This was written about 6 years ago. I’ve been in Germany for 4.5 years. What have I learned? Locations change, cobblestones for concrete, tall trees for tall buildings. I still don’t sleep. Anxiety still shadows my every move. People talk and still don’t listen. And I still want those fish tacos.
I now have more weapons at my disposal. I’m more knowledgeable and secure in that knowledge. I have more confidence. I have an inner strength whose source is unknown, but reliable. And fierce determination. I can still walk after the blast.
I’m feeling older and older as the days continue. I’m truly just about at the end of my rope with a lot of things. I feel a meltdown coming soon. I tend to have two moods. Anxious and very anxious.
I never used to be wound so tightly. At least I didn’t think so. I’m so worried about being good, successful, competent and smart I think I’ve lost something. I suppose that might be the price that one pays. I just find myself running hard and fast with an idea of the destination, but without a real concept of who I’ll be when I get there. I can’t do anything else right now.
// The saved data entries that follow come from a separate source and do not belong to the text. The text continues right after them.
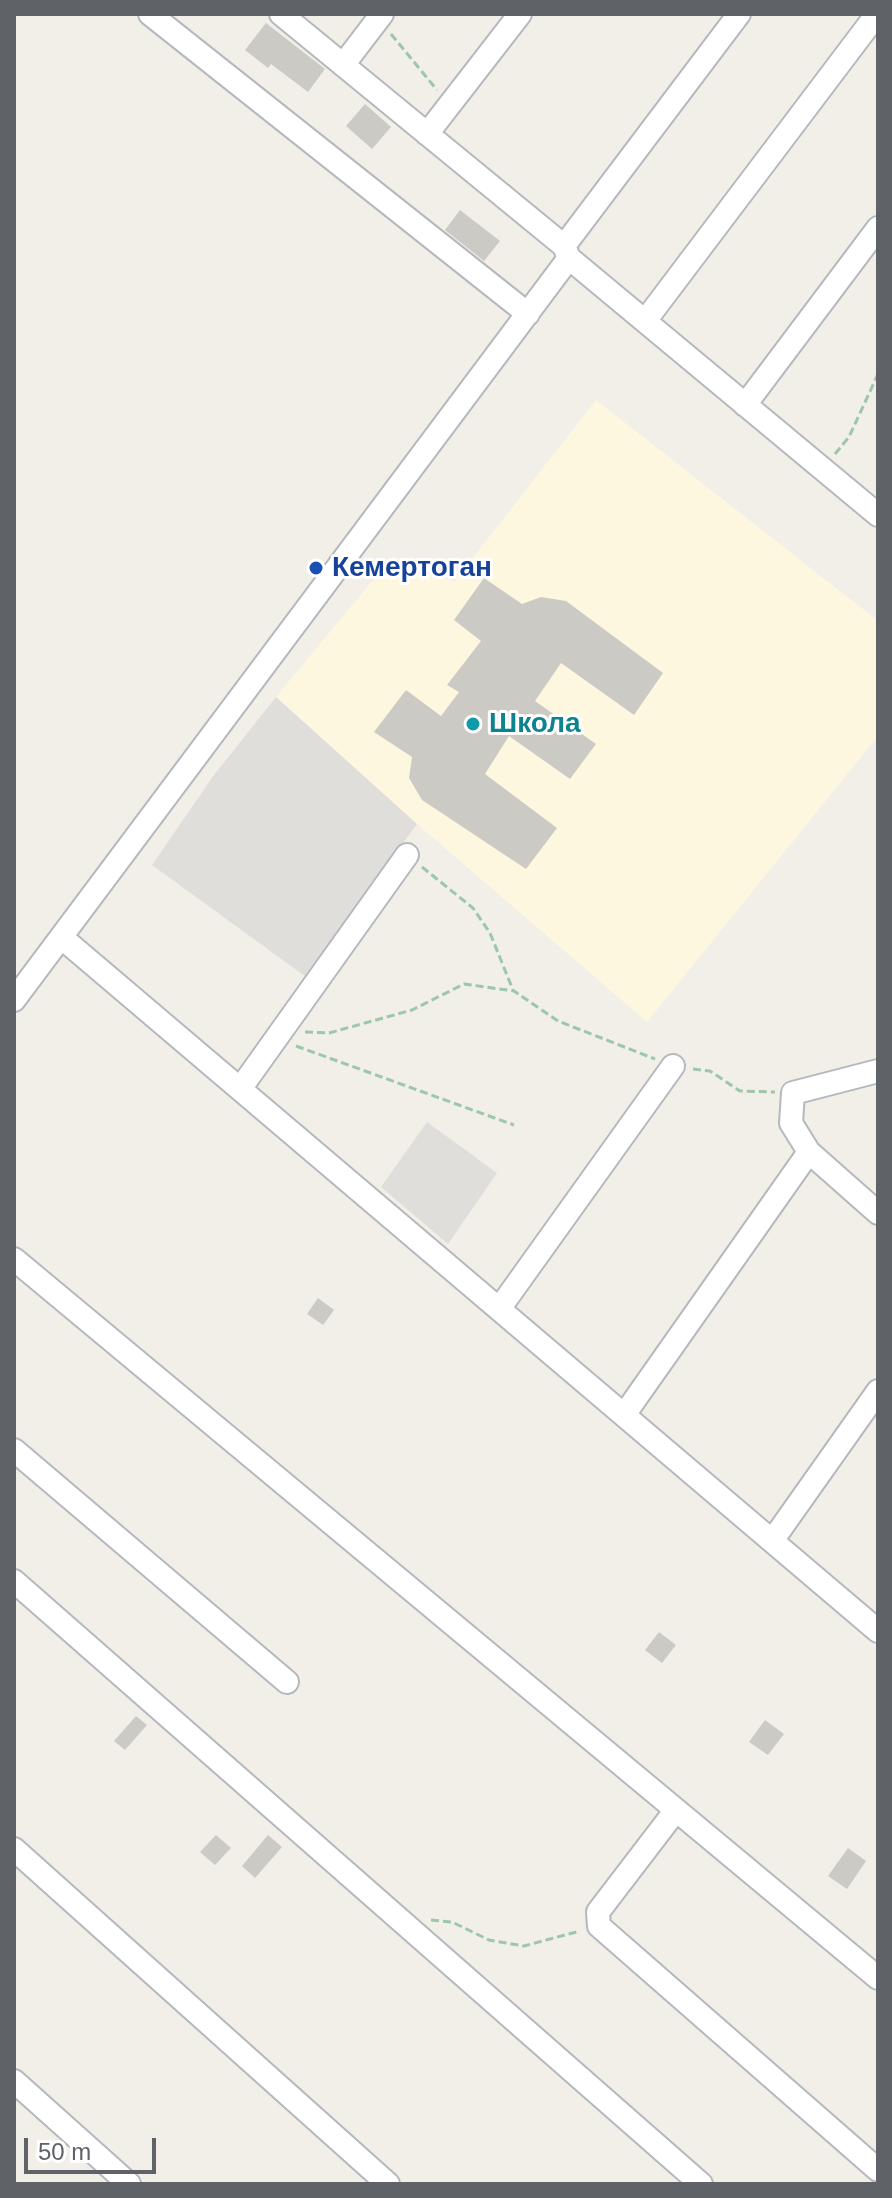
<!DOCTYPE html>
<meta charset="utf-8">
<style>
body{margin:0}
#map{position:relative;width:892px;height:2198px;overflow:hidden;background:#f1efe8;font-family:Helvetica,sans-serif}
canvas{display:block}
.frame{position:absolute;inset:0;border:16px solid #5f6368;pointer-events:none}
.scale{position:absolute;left:24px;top:2138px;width:132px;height:36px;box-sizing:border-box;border:4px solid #5f6368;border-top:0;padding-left:10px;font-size:24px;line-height:28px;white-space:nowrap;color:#5f6368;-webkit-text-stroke:6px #fff;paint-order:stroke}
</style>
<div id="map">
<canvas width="892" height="2198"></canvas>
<div class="frame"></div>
<div class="scale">50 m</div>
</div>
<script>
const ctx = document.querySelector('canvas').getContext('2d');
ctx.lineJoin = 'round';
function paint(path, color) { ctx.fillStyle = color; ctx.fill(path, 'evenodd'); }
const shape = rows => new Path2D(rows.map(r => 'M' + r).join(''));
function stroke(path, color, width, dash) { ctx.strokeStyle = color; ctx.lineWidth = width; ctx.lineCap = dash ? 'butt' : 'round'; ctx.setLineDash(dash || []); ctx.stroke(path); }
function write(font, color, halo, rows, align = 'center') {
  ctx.font = font + ' Helvetica,sans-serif'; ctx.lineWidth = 6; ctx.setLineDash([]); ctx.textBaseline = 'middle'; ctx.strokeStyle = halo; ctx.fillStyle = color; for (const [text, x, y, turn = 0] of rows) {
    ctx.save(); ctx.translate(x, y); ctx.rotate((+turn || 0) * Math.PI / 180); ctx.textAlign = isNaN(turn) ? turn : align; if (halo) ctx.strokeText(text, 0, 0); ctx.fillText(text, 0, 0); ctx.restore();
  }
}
const commercial = shape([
 [596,400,878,621,878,736,647,1022,417,824,276,697,392,557,454,582]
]);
const industrial = shape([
 [276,697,417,824,306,977,152,865,214,775],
 [427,1122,497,1173,448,1244,381,1187]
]);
const building = shape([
 [266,23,325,69,308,92,271,64,268,68,245,50],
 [365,104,391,127,372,149,346,126],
 [460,210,500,241,484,261,445,230],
 [484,578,522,604,541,597,566,601,663,673,634,715,561,663,535,701,596,744,570,779,509,736,485,774,557,828,526,869,422,800,409,778,412,757,374,732,406,690,441,716,459,692,447,685,481,641,454,620],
 [318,1298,334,1310,323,1325,307,1314],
 [659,1632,676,1645,662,1663,645,1650],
 [136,1716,147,1725,125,1750,114,1741],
 [765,1720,784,1734,768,1755,749,1742],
 [216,1835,231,1848,215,1865,200,1852],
 [268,1835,282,1847,255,1878,242,1866],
 [848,1848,866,1861,847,1889,828,1876]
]);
const path = shape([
 [391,34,437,90],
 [835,454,849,437,878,374],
 [422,867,473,908,490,933,513,990],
 [305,1032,329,1033,412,1010,464,984,514,991,558,1021,655,1059],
 [296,1046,514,1125],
 [693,1069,710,1071,740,1091,775,1092],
 [431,1920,452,1922,489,1940,524,1946,580,1931]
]);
const minor = shape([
 [150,14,528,314],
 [281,14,564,246,569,258,878,515],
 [343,65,382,14],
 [427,134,520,14],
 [564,246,739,14],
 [645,321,877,14],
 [745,405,878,228],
 [61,937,878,1631],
 [14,1000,569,258],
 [878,1071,793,1093,791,1123,809,1152,878,1213],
 [240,1089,407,855],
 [14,1259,878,1978],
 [499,1309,673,1066],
 [624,1415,809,1152],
 [14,1450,287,1682],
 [772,1541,878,1391],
 [14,1581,701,2184],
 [676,1810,598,1912,599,1926,878,2170],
 [14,1849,388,2184],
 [14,2081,129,2184]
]);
const markers = [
 [316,568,8,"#1a4fb4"],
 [473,724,8,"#0f9aa8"]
];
const transitNames = [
 ["Кемертоган",332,568]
];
const cultureNames = [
 ["Школа",489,724]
];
paint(commercial, '#fef7e0');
paint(industrial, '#e0deda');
paint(building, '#cccac5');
stroke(minor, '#b5b8bc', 26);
stroke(path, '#9cc7a9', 3, [8, 4]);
stroke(minor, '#fff', 22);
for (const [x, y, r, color] of markers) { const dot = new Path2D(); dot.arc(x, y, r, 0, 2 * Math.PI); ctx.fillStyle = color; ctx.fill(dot); stroke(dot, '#fff', 3); }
write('bold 28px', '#164399', '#fff', transitNames, 'left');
write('bold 28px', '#0d838f', '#fff', cultureNames, 'left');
</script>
Too much too soon or I just wasn’t prepared. I’m feeling cornered by the great unknown.
I’m feeling like I need to run away and sell tacos on the beach of Cabo San Lucas, date one of the guys that sprays on suntan lotion and wear tank tops and handmade thongs. Worry about whether to sell fish or pork tacos or if the clouds will burn off before I take off in the catamaran to snorkel. I want to worry about the kind of beer I want — corona or pacifico, and did I want a lime with that? I want the scent of the ocean, briny and fresh.
I want to feel the warm sun on my skin as I nap and the light kisses of a breeze keeping the heat bearable. I want to swim in warm moonlight without a thought of the next moment. I want to look at the girl anxiously taking on more and more projects in an attempt to shine her gold star from a distance. I want to see her in my mind and not in the mirror. I don’t want to go to meetings where everyone talks and no one listens and nothing gets accomplished. I don’t want to walk the halls of a building smiling and looking alert. I don’t want to answer the phone with a chipper voice and polite small talk. I want the lazy hooded look of a girl well contented. I want the crass manners of a girl with no need to impress. I want to be drunk off the sensuality of living rather than sober in the realities of urban responsibilities. I want handwritten love notes and steamy whispers against my neck rather than an e-mail and cell phone innuendo. I want to stop by rather than plan as we speed across the freeways and flight plans trying to coordinate busy schedules. I want understanding to be free rather than forced. I want the lethargic movement of thick, tanned legs walking on sand rather pasty white legs stuffed into tights jaywalking on asphalt.